After one week of increasing nausea and pain, Elizabeth announces that she has no fight left in her, and wants to stop chemotherapy and go to the Wayside Hospice to die in comfort. She was admitted on the 30th of September and welcomed by Dianne Oelberger, her primary care nurse, a wonderful person to whom she related intimately. Dianne gave her new pain and nausea medicine, and Elizabeth had her first night’s sleep in a month. Next day she was cheerful and talkative, saw about 25 visitors, and spent most of next night talking to her night nurse Carol Barnes, a Scottish dancer and lawyer-turned-nurse .Elizabeth was serene, said good-bye to all her friends and family, and never lost her dignity or her sense of humor. On the seventh of October she asked to be wheeled into the "healing garden" to say good-bye to the world. She greeted a flock of geese migrating south, and said with an impish smile and a wink at me "Take me along, geese! I don’t weigh much and I love to fly!" Next morning she said "this is the day" and was angry when she awoke the morning after. She was a pitiful creature of skin and bones, with her knitted hat, too weak to sit up and unable to eat anything more than popsicles and water from a sponge. but she never lost her sense of humor or her impish smile. She hugged all of us as we took turns at her bedside, thanked us for being wonderful to her, and joked with the night nurses. On the twelfth of October at eight thirty in the morning she died in her sleep, just six years after her friend Barbara Brown had died. She wanted a fun party, not a service, a celebration of her life by her friends, not long speeches. And music and her bell choir. No clergy, except Margaret Guenther if she wanted to come! She had made a list of her favorite music. In the words of Joanne, her closest friend: "she showed us how to live, and now she is showing us how to die.".

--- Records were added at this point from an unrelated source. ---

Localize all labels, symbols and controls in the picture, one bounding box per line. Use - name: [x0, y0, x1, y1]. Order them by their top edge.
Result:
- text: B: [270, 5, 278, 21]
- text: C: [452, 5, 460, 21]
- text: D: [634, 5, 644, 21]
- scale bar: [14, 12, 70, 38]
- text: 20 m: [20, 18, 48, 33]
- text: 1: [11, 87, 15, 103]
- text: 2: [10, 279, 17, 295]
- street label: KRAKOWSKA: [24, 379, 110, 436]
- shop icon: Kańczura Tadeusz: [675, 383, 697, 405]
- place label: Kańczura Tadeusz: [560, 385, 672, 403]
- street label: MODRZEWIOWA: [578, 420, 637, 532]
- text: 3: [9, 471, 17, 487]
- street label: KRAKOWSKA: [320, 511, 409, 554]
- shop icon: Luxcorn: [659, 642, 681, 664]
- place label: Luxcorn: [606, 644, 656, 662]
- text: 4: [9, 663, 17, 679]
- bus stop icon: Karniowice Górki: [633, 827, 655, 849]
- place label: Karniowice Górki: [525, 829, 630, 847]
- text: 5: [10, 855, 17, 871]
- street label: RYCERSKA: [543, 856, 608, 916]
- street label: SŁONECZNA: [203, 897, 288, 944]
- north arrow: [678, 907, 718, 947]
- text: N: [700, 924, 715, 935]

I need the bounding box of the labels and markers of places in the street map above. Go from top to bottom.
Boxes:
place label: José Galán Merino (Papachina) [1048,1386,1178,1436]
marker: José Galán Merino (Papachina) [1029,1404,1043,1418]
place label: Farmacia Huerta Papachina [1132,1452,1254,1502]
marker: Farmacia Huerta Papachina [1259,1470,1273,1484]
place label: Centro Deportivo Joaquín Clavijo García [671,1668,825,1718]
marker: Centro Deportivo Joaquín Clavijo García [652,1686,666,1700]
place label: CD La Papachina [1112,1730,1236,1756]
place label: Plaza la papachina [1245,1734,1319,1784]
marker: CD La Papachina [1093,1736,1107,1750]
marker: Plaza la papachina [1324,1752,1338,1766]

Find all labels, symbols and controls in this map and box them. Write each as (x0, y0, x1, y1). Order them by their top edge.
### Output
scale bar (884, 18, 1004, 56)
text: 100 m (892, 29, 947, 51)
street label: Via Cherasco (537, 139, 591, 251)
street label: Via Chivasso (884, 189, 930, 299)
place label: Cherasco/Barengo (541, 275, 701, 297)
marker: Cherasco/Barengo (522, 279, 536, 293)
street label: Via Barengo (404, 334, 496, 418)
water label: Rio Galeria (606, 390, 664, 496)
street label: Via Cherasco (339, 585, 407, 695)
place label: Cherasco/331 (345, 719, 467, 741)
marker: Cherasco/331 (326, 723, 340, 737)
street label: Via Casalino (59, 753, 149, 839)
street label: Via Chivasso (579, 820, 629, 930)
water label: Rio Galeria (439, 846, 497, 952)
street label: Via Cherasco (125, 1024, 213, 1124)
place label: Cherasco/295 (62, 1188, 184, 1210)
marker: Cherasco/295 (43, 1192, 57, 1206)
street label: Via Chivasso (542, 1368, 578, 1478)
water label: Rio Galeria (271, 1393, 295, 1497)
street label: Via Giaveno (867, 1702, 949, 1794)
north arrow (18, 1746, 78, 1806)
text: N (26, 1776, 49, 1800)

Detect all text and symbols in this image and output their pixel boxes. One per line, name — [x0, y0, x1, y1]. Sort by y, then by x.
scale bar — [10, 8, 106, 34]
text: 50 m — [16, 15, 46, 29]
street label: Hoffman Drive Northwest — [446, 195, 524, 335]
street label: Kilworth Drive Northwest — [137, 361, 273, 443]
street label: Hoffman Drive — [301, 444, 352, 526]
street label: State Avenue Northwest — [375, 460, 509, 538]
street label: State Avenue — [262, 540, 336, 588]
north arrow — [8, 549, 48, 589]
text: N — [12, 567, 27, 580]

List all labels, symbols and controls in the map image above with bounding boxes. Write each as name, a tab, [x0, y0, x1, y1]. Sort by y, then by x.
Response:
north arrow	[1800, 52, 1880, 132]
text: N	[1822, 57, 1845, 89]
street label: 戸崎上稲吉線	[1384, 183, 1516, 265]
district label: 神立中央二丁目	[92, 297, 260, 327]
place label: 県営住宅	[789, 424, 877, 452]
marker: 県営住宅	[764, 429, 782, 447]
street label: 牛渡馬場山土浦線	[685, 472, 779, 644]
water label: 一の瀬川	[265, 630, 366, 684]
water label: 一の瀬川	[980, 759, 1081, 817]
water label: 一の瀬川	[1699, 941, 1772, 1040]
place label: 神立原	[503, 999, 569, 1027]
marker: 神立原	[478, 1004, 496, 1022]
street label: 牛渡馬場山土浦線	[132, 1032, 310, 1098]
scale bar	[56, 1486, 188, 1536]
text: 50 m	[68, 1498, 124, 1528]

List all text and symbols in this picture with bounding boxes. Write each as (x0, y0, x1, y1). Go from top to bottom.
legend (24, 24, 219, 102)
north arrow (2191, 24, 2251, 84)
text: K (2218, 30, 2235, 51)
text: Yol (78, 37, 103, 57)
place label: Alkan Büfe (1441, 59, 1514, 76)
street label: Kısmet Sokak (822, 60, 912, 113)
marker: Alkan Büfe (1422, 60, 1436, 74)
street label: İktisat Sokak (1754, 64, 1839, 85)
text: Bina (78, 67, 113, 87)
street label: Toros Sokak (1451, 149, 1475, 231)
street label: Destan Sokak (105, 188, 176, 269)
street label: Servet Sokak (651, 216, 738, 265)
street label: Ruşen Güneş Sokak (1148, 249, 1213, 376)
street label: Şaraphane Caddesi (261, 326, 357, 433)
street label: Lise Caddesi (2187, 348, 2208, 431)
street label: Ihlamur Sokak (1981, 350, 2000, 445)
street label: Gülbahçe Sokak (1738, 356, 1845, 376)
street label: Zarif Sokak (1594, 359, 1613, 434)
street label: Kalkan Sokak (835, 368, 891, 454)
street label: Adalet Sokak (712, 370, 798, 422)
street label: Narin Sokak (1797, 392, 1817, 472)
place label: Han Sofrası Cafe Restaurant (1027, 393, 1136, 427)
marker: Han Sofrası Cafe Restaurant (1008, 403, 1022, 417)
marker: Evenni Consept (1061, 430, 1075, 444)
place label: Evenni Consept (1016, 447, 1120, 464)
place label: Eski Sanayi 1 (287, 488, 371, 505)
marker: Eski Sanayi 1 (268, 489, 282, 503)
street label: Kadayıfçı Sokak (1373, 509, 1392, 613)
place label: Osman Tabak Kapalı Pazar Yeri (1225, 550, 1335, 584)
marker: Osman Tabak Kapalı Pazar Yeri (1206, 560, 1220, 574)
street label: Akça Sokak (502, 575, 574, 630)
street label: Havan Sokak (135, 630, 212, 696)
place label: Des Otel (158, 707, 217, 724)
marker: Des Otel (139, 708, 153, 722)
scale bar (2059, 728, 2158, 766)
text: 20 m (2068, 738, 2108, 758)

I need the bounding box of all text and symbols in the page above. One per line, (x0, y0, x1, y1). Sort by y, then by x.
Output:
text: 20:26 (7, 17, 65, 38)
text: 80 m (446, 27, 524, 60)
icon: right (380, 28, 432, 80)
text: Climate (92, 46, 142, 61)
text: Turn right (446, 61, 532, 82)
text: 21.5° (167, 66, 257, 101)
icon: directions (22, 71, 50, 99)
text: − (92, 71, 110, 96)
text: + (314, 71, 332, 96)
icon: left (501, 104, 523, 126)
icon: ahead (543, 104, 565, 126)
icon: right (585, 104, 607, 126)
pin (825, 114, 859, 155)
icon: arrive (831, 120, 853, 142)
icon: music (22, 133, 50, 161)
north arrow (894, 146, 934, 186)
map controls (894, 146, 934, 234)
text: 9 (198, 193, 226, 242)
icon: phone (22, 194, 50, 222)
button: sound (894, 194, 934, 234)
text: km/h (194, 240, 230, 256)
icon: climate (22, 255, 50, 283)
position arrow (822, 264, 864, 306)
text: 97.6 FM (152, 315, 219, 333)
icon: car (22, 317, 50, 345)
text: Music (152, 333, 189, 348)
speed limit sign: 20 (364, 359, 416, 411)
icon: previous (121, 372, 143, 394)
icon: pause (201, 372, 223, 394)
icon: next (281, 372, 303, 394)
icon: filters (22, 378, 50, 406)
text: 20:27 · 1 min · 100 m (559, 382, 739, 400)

On the twenty-fourth of November, a beautiful fall day that Elizabeth would have loved, over 150 people came to her party at the Pierce House in Lincoln, some from as far away as Virginia, Maine, and California. There were display panels of Elizabeth’s photographs, catered food, and music all day long.. Both of her recorder groups performed, as well as her handbell choir, and a piano trio played her favorite music. At noon Gus Sebring, a good friend and neighbor, announced a remembrance by playing a melody from Brahm’s first symphony on the alphorn. Elizabeth’s brother Prentice Cushing spoke of her childhood as kid sister, her best friend Joanne Ford spoke of their forty-three years of shared life and travels, her four daughters spoke of her as mother, and finally I spoke of our fifty year companionship. There were many smiles, but also many tears. Elizabeth would have been pleased and proud. Elizabeth asked Joanne to make two velvet bags in which to bury her ashes, some at Weir Meadow and some on Baker Island. Prentice is having a monument placed on the Cushing family plot in the Greene-Wood Cemetery in Brooklyn, and we are having a flush stone set in the Kolm family plot in the North Wayland Cemetery.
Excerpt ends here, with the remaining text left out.